Artık çocuğunuza yemek yedirirken dökülen yemek lekeleri, kahve kazaları ya da mutfakta sıçrayan yağ lekeleri sizi endişelendirmiyor. stainRemoval, günlük hayatın getirdiği küçük sürprizlere karşı en güvenilir yardımcınız oluyor. 
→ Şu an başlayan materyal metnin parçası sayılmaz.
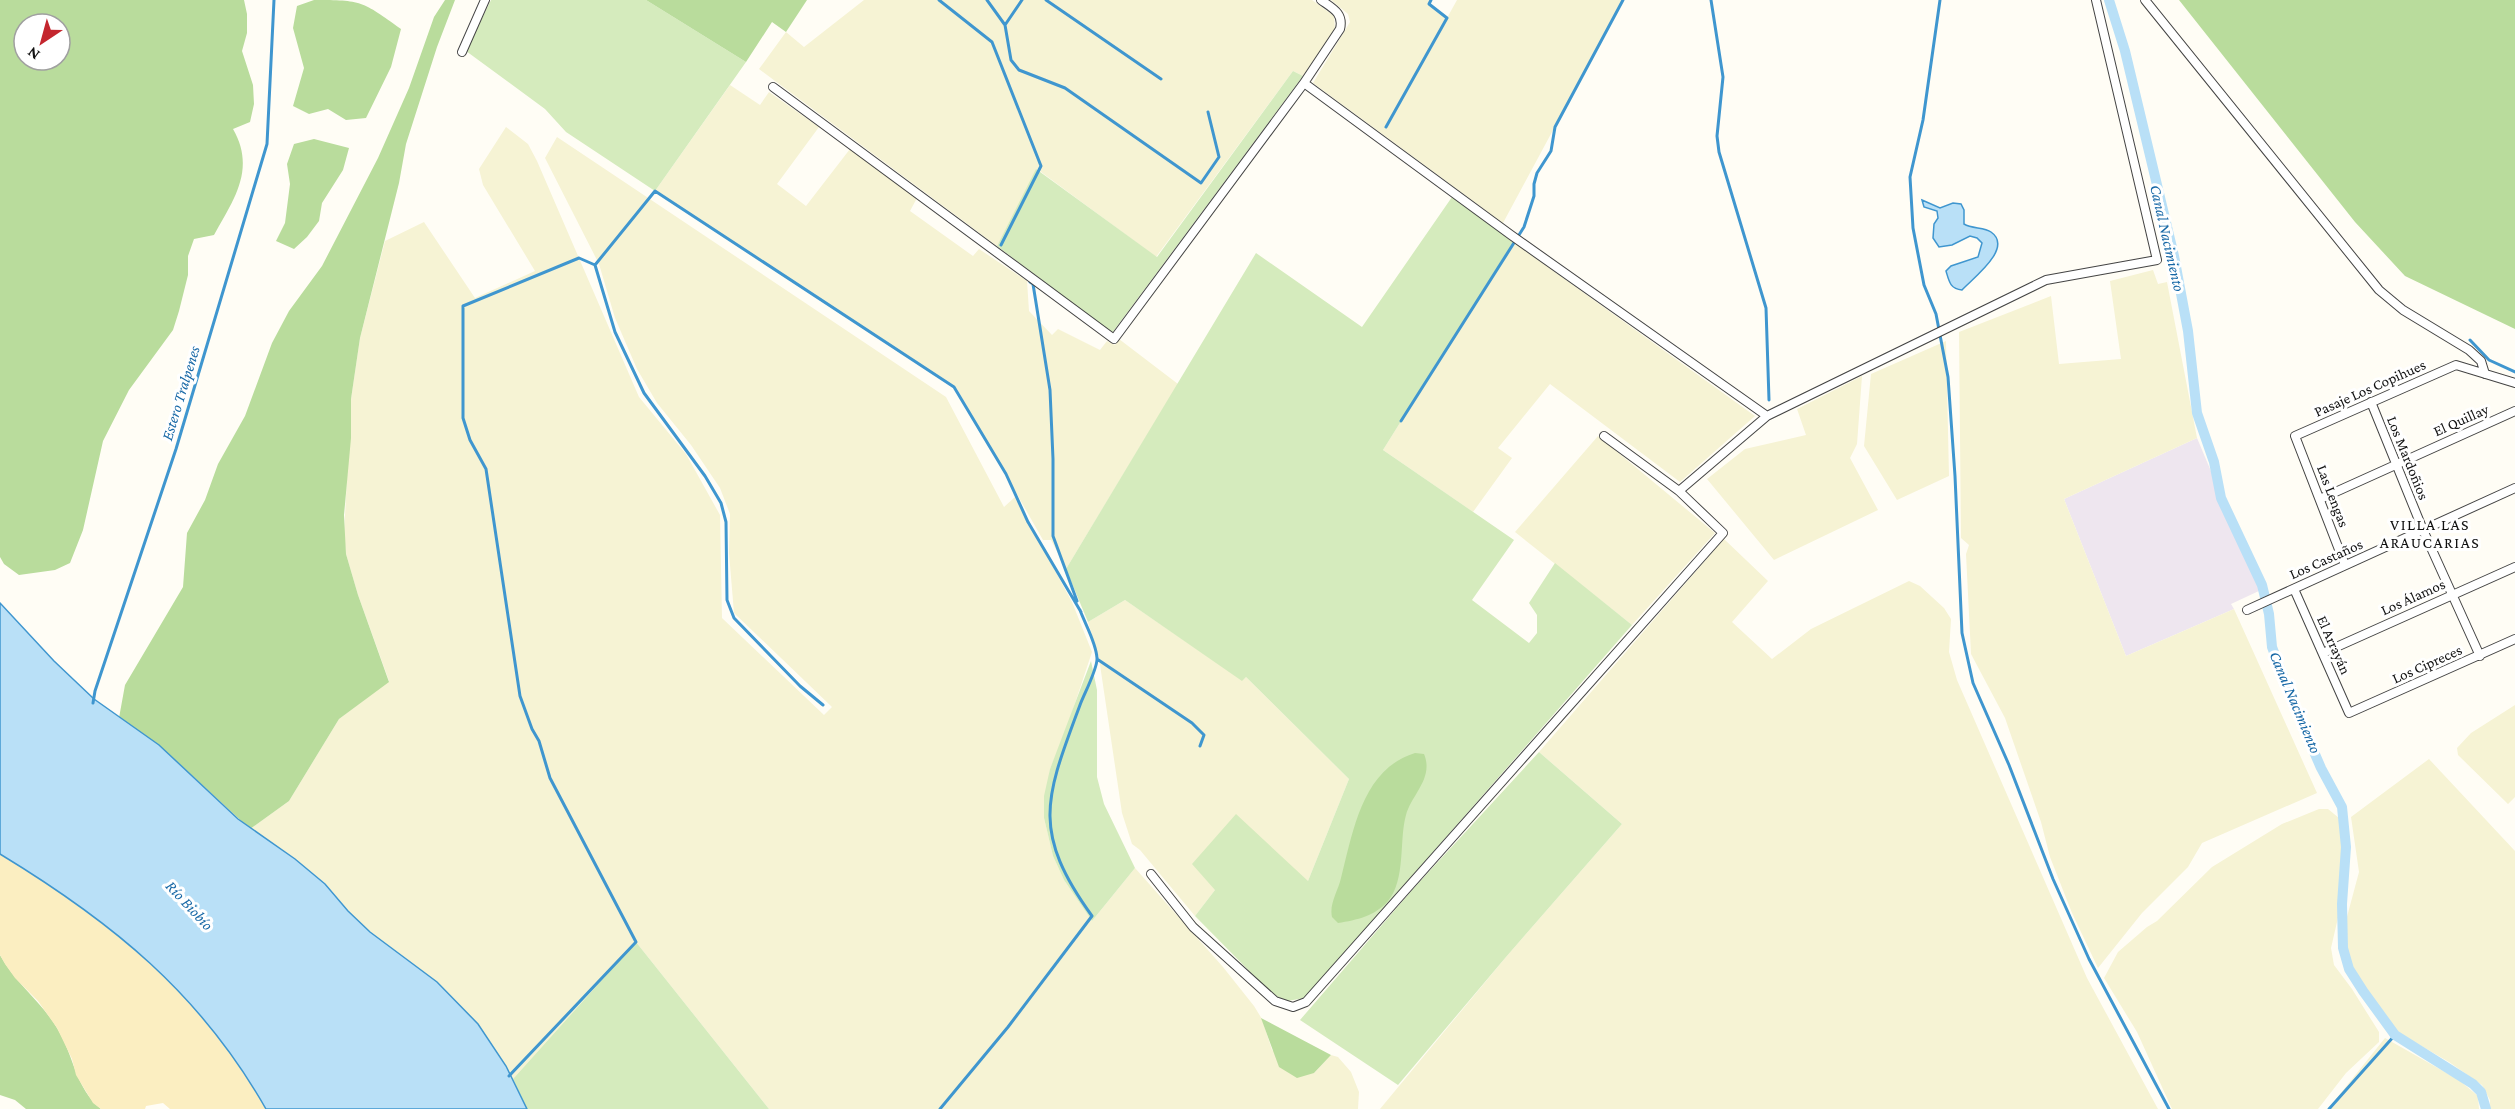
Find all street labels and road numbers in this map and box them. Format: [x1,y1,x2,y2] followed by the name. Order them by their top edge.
[2312,356,2429,421] street label: Pasaje Los Copihues
[2431,401,2491,440] street label: El Quillay
[2384,414,2432,502] street label: Los Mardoñios
[2313,463,2352,530] street label: Las Lengas
[2287,536,2365,582] street label: Los Castaños
[2378,576,2448,618] street label: Los Álamos
[2313,613,2354,677] street label: El Arrayán
[2390,641,2465,687] street label: Los Cipreces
Siemens iQ500 çamaşır ve kurutma makineleri, artık sadece kıyafetlerinizi temizleyen makineler değil; size zaman, konfor ve güven veren akıllı iş ortaklarınızdır. Ütüye harcadığınız vakti kendinize ayırın, lekelerle uğraşmayı unutun ve teknolojinin yaşam alanınıza uyumunun keyfini yaşayın.

*Bu yazı Siemens’in katkılarıyla hazırlanmıştır.